Это был мой голос, определëнно, но как будто составленный из разных интонаций, наложенных друг на друга. Рыдание смешивалось со смехом, гневный вопль с осторожным шëпотом. При этом губы еë не шевелились, но я прекрасно знала, что ей не нужно открывать рот, чтобы говорить со мной. Её методами общения я, если честно, была уже сыта по горло. — Сама не лучше. Что я здесь делаю. — Я задала вопрос, но как же безэмоционально и сухо он прозвучал. Будто она выкачивала мои эмоции вообще отовсюду, докуда только могла дотянуться: из тела, из голоса, из мыслей. Зачем они ей — кто бы знал. Сомневаюсь, что она сама знает.

А я это как раз у тебя хотела спросить. Хотя подожди, дай угадаю. Сильно болит, да?

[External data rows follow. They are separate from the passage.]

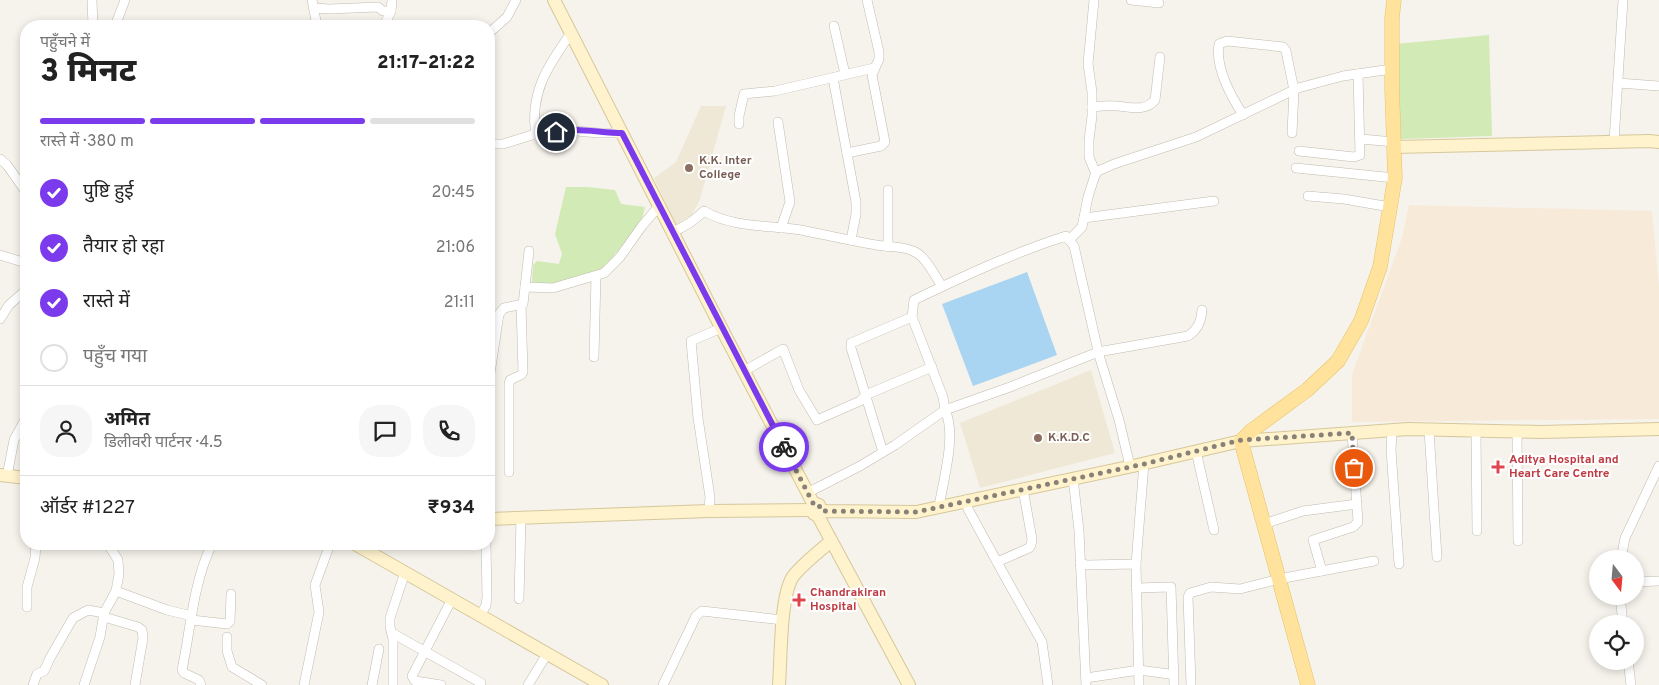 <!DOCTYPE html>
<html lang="hi">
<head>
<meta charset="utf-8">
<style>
  body { margin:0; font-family:Overpass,"Noto Sans Devanagari",sans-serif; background:#f6f6f6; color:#222; height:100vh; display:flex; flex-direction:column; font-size:19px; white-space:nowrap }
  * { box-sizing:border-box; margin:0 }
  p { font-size:16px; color:#767676 }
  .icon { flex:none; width:28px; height:28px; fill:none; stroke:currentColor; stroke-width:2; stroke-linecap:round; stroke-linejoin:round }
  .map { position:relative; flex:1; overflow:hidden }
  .side { position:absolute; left:20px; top:20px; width:475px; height:530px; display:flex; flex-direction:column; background:#fff; border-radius:20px; box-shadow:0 2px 8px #0003 }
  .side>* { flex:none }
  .needle { width:32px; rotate:164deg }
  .fabs { position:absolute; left:1589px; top:550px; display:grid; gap:10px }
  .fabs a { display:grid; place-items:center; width:55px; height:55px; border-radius:50%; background:#fff; box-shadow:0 2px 8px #0003; font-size:25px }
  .pin { position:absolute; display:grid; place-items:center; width:42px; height:42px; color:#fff; margin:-21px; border:2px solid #fff; border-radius:50%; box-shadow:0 1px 5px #0007 }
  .courier { position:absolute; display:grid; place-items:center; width:50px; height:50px; margin:-25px; border:4px solid #7c3aed; border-radius:50%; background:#fff; color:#222; box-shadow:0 1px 6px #0007 }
  .summary em { font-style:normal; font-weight:800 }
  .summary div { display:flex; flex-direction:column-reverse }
  .summary { display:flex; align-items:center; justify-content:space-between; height:85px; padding:0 20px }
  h1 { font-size:32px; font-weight:800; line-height:38px }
  .bar { display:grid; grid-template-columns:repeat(4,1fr); gap:8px 5px; align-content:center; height:60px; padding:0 20px }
  .bar i { height:6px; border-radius:4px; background:#e0e0e0 }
  .bar .selected { background:#7c3aed }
  .bar p { grid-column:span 4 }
  .line { display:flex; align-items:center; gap:12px; padding:0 20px; border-top:1px solid #e0e0e0 }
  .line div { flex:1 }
  .round { display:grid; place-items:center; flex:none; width:52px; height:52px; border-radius:20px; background:#f6f6f6 }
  ol { padding:0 20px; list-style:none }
  li { display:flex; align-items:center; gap:15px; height:55px }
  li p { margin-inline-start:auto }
  li .icon { padding:5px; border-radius:50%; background:#7c3aed; color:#fff; stroke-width:4 }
  li:last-child { color:#767676 }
  li i { width:28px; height:28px; border:2px solid #e0e0e0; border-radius:50% }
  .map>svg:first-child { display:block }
</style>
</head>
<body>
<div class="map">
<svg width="1659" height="685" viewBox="0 0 1659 685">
  <rect width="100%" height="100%" fill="#f6f3ec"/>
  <path fill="#f7ead8" d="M1409,205l243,6 7,77v131l-307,3v-48l50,-136z"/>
  <g fill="#efe8d6">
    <path d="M701,106h25l-26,93 -8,16 -16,10 -22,-47 22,-16z"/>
    <path d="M1091,370l24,83 -135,35 -20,-65z"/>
  </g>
  <g fill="#d2eab5">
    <path d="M1489,35l3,101 -91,3 -5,-95z"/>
    <path d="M566,187h22l27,3 6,14 24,3 -3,12 -42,55 -45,11 -23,-3 1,-17 4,-4 22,3 3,-10 -7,-20z"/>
  </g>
  <path fill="#a9d4f2" d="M1027,272l30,83 -84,31 -31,-82z"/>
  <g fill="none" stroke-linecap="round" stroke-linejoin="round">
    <g stroke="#c2bbae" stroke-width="10">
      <g id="street">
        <path d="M92,0l1,26"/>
        <path d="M312,0l5,26"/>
        <path d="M1094,0l-6,64 4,28v24l-3,24v17l7,17"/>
        <path d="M1131,0l28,3"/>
        <path d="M314,8l15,1 49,-2 5,4h8"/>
        <path d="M115,26l10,-26"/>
        <path d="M384,26l7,-15 1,-11"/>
        <path d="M834,26l11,48"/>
        <path d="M489,33l18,-16 9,-17"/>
        <path d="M833,78l23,124v12l-5,26"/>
        <path d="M1618,83l41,3"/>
        <path d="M1092,107c8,-1 16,-2 25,-1 13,1 28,6 38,-6l5,-43"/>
        <path d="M1243,115c-12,-19 -28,-47 -24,-71l8,-3 56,6 3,4 8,39 -2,43"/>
        <path d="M778,122l12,80 -9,26"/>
        <path d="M739,124v-8l5,-22 31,-3 99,-23"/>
        <path d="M536,135c-7,-42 12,-69 35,-102"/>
        <path d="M1361,139l33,3"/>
        <path d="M1614,141l9,-141"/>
        <path d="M489,144h14l29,-9h14l20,-5 32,3h24"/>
        <path d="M1299,151l55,6 6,-2 -2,-81"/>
        <path d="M847,153l34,-7 4,-4 -13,-67 7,-16v-7l-12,-52"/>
        <path d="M0,159l7,6 19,27"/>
        <path d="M1296,168l99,10"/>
        <path d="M888,190v57"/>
        <path d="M1308,196l36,3 46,8"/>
        <path d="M1084,218l130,-17"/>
        <path d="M672,232c13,-5 22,-11 32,-21 29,17 64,14 97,19 25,5 50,11 75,15 11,2 27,1 37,6 13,5 21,24 29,35"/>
        <path d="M1069,240l13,-13 6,-30 8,-25 18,-8 82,-27 102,-49 45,-12 49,-7"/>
        <path d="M529,251l-4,36 28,1 51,-15 16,-16 22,-31 17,-20"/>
        <path d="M0,255l26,8"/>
        <path d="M0,319l9,-14 17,-15"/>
        <path d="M594,357l2,-81"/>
        <path d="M744,371l39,-22 16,41 18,30 43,-19 8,-7 64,-27"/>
        <path d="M489,380l10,-66 5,-6 19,-4 2,-17"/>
        <path d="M1429,430l8,127"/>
        <path d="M1392,431l-1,19 8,114"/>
        <path d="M1476,431l1,100"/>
        <path d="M1517,432l1,109"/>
        <path d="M1196,451l18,79"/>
        <path d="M883,452l-32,-104v-5l61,-26"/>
        <path d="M1130,466l-11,-46 -21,-68v-1l-24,-105 -8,-10c-53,17 -102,40 -152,64l-2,17 31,80 2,13 65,-23 88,-35 90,-16c10,-7 13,-14 14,-26"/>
        <path d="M509,472v-88l1,-4 11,-5 2,-3 -2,-67"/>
        <path d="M7,476l7,-36 12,-22"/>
        <path d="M1073,478l6,53 7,154"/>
        <path d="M807,493l53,-27 35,-21 50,-35c12,25 -2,70 -6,97"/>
        <path d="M966,500l2,9 40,73 34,60 6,43"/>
        <path d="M709,511l1,-14 -12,-79 -7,-77 30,-13"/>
        <path d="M1264,524l39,-13 54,-7"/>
        <path d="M1621,559l4,-21 34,-72"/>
        <path d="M997,562l32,-14 2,-3 1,-6 -9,-50"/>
        <path d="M1080,563l7,2 49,-1 3,121"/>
        <path d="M1136,564l8,-101"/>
        <path d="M1322,571l-9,-31 40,-13 5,-5 -6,-89"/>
        <path d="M1635,582l24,-1"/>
        <path d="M1136,588l35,-1 3,98"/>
        <path d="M116,591l51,19 25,6"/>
        <path d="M1620,596l3,28"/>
        <path d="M519,599l2,-81"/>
        <path d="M27,607v-20l8,-29 1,-14"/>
        <path d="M480,616l6,-11 1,-8 -1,-53"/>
        <path d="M104,617l34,10 4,3 1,8 -8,47"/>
        <path d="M192,620l35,4 3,-3 1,-27"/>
        <path d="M392,633l89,50"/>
        <path d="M227,637v14l5,16 30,18"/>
        <path d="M1628,661l3,24"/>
        <path d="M1086,678l53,-8 30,4"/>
        <path d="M33,685l4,-11 7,-3 6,-13 23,-40 15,-8 16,3"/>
        <path d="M84,685l16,-48 4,-24 12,-22 3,-17 -1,-14 -10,-16"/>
        <path d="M201,685l-2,-5 -15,-7 -2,-3c9,-43 11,-87 30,-126"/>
        <path d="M304,685l15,-73 -4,-27 15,-41"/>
        <path d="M372,685l7,-36"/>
        <path d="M393,685v-46l-3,-12v-9l15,-46"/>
        <path d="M441,685l-26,-4 -3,-5 40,-77"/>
        <path d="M528,685l19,-31"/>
        <path d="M663,685l33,-69 6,-5 81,9"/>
        <path d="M1191,685l-3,-88 2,-4 21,-6 29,2 39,-10 95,-18"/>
      </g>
    </g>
    <g stroke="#d6c79b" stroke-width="14">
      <g id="secondary">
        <path d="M554,0l173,339 87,166"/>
        <path d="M1394,147l255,-6 10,1"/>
        <path d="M0,475l26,3"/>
        <path d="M821,511l-2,-6 -3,-1 -4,3 -1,3 3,4h3l4,-3 95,1 217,-46 108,-25 167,-12 133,3 118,-3"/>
        <path d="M817,514l92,171"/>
        <path d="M489,519l220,-8 102,-1"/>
        <path d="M355,544l247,141"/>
        <path d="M779,685c2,-26 1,-86 13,-107 8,-12 28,-27 39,-37"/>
      </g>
    </g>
    <g stroke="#e6c16a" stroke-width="15">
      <path id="primary" d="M1308,685l-67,-244 10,-10 56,-41 31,-29 23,-40 19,-54 15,-89 -3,-90v-70l2,-18"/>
    </g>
    <use href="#street" stroke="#fff" stroke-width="9"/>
    <use href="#secondary" stroke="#fff3cd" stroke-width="12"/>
    <use href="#primary" stroke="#ffe39c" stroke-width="14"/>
  </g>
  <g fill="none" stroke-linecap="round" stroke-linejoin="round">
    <path stroke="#878178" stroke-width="5" stroke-dasharray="0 9" d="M784,447l30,58h5l2,6 95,1 228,-48 97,-24 111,-7 2,35"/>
    <path stroke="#7c3aed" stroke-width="6" d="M556,132c20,-5 44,1 66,1l162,314"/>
  </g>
  <g fill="#8d6e63" stroke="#fff" stroke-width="2">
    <circle cx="689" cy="168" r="5"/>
    <circle cx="1038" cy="438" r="5"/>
  </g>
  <g fill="#e0444e" stroke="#fff" stroke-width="2">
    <path d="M1495.5 459.5h5v5h5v5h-5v5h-5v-5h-5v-5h5z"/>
    <path d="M796.5 592.5h5v5h5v5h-5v5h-5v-5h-5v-5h5z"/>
  </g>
  <g text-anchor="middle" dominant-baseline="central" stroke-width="4" stroke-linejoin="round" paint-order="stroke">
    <g font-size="12" font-weight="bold" fill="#785e54" stroke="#fff" text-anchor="start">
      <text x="699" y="161">K.K. Inter<tspan x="699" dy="14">College</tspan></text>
      <text x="1048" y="438">K.K.D.C</text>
    </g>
    <g font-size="12" font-weight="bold" fill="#be3a42" stroke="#fff" text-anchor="start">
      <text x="1509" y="460">Aditya Hospital and<tspan x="1509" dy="14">Heart Care Centre</tspan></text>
      <text x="810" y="593">Chandrakiran<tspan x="810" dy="14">Hospital</tspan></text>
    </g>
  </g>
</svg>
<div class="fabs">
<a><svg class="needle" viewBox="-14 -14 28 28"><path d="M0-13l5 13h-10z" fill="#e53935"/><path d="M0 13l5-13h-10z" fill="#767676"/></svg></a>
<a><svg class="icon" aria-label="locate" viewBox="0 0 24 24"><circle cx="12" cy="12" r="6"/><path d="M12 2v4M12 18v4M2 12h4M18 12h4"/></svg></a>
</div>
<div class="pin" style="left:1354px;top:468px;background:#ea580c"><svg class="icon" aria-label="bag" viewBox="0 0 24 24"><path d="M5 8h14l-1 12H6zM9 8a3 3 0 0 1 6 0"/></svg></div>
<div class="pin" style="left:556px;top:132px;background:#1f2937"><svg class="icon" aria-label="home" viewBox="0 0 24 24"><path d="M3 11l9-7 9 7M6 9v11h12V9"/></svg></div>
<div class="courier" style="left:784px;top:447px"><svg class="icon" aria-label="bike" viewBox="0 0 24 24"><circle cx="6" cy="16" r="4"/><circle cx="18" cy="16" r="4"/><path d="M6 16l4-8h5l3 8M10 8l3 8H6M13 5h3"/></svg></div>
<section class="side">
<div class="summary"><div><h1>3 मिनट</h1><p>पहुँचने में</p></div><em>21:17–21:22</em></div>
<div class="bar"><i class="selected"></i><i class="selected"></i><i class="selected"></i><i></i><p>रास्ते में · 380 m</p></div>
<ol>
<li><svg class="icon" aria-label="check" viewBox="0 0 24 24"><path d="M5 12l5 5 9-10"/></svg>पुष्टि हुई<p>20:45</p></li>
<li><svg class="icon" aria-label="check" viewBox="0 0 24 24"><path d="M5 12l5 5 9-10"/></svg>तैयार हो रहा<p>21:06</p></li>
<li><svg class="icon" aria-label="check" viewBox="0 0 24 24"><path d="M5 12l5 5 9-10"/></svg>रास्ते में<p>21:11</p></li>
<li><i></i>पहुँच गया</li>
</ol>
<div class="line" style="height:90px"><a class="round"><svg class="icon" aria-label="person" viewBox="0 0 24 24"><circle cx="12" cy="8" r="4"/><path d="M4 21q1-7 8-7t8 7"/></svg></a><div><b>अमित</b><p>डिलीवरी पार्टनर · 4.5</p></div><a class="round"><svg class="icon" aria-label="chat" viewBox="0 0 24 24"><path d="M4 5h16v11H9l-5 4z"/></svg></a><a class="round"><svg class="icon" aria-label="phone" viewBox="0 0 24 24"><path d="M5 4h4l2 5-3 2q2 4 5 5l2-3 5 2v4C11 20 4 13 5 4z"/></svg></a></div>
<div class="line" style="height:65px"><div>ऑर्डर #1227</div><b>₹934</b></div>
</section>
</div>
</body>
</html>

— Не понимаю, о чём ты, — проговорила я, скривившись, когда сквозь миллион эмоций в её голосе прорвалась издëвка и чиркнула по ушам.

Это ж надо было так по-уродски подставиться, а. Не бережëшь тело для себя, так хоть мне его оставь, хотя бы не по частям. Остальное я уж как-нибудь вылечу... Ты же за этим пришла?

Я промолчала.

Конечно, просить помочь нашего доблестного рыцаря — это глупость и боязнь помешать, а как приходить к беззащитной девочке, которая лишний раз и пальцем пошевелить не может — это мы запросто. Интересно выходит. Хотя, твою логику можно понять. Просить помощи у самой себя не считается, да?

А она всë не затыкается. Начинает надоедать. — Мне не нужно от тебя ничего. Выпусти меня отсюда. — Голос мой стал твëрже, и где-то на периферии разума завертелся интересный вопрос: а как я вообще сюда попала? Зашла же вроде сама, никто силой не тащил, но почему-то нестерпимо хочется выбежать отсюда прочь. Что-то тут не так...

Что-что ты там говорила? «Это не моя способность, и я отказываюсь воспринимать её своей»? Так что же ты тогда тут делаешь? Что, настолько привыкла, что теперь из-за каждой занозы будешь ныть и плакать в подушку?

Её голос сорвался на рык, заглушивший остальные интонации.

Соплячка. Ещё мамочку позови. Раз решила стоять на своём, так стой и терпи, упрямая ты овца.

— Я не хотела этого. Ты сама меня сюда притащила, — процедила я сквозь зубы, чувствуя, как на лбу вздуваются вены и выступает испарина. Что происходит?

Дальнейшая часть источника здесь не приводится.